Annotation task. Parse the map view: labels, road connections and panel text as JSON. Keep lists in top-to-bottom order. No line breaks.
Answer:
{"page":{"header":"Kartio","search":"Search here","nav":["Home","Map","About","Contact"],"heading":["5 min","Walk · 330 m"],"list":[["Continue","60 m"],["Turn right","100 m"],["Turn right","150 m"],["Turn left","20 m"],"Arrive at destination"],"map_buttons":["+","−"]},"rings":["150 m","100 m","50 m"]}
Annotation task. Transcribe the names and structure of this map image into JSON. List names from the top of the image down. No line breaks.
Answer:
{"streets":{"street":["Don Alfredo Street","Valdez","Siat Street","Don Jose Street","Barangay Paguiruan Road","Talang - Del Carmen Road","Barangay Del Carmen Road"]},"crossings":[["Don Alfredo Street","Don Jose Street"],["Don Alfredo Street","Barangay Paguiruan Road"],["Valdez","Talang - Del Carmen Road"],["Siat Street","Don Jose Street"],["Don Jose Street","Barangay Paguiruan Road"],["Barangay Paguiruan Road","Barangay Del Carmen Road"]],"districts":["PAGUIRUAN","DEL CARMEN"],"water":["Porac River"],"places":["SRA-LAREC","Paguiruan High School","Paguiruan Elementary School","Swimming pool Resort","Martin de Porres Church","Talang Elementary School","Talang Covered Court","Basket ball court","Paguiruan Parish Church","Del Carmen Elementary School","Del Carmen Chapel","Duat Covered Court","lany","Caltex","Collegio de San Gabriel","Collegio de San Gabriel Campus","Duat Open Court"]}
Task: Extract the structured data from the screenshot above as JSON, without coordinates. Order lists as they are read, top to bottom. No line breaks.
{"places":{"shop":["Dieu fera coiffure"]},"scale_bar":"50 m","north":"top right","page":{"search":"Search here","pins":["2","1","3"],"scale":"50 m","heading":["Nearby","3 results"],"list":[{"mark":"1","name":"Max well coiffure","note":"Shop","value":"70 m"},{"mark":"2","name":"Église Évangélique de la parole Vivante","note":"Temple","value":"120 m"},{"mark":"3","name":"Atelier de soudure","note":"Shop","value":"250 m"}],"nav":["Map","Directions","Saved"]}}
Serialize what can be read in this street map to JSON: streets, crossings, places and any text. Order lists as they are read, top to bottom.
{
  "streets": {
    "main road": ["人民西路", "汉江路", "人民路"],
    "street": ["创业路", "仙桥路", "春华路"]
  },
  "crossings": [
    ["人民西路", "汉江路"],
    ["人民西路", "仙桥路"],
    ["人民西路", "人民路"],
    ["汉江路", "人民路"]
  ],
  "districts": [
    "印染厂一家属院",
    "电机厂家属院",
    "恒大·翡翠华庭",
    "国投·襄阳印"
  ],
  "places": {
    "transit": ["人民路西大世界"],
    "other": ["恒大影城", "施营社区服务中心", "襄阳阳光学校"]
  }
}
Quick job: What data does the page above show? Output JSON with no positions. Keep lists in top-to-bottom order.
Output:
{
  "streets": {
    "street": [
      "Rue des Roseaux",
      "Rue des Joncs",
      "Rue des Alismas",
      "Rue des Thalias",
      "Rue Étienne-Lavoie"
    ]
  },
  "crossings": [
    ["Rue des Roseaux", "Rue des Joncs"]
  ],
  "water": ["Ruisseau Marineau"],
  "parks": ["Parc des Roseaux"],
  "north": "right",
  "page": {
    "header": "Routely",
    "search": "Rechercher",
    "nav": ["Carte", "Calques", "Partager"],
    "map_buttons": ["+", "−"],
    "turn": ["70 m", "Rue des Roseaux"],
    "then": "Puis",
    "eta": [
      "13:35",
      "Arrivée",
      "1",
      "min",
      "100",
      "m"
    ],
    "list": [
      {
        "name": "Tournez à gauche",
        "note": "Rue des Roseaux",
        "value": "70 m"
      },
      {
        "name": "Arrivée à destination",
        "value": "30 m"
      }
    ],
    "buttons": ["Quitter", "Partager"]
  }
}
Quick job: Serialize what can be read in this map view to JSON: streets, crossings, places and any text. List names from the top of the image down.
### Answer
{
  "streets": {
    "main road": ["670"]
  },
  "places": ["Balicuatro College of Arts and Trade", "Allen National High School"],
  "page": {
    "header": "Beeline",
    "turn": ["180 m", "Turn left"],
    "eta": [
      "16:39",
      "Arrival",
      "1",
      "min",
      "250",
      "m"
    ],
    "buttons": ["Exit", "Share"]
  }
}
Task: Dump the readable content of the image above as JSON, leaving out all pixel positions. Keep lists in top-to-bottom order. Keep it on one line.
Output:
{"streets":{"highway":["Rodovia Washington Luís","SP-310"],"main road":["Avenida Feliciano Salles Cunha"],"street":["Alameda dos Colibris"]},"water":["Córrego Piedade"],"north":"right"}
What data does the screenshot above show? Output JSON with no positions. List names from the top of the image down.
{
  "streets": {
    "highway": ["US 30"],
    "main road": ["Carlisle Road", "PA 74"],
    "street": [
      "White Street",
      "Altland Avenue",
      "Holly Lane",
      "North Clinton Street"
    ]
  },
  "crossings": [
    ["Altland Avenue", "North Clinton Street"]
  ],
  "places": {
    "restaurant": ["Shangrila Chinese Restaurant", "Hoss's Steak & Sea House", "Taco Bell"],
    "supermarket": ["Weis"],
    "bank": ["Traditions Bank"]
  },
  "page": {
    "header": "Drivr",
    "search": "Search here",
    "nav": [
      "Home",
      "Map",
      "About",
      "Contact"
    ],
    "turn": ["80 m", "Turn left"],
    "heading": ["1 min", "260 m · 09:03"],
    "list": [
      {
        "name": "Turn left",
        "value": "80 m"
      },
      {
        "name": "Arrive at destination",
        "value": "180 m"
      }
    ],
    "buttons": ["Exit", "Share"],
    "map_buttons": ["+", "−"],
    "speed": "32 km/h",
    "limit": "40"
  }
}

_Task brief:_
Total up the lines in the listing above that include "Annotation". Give the number by itself.

_Answer to this exercise:_
2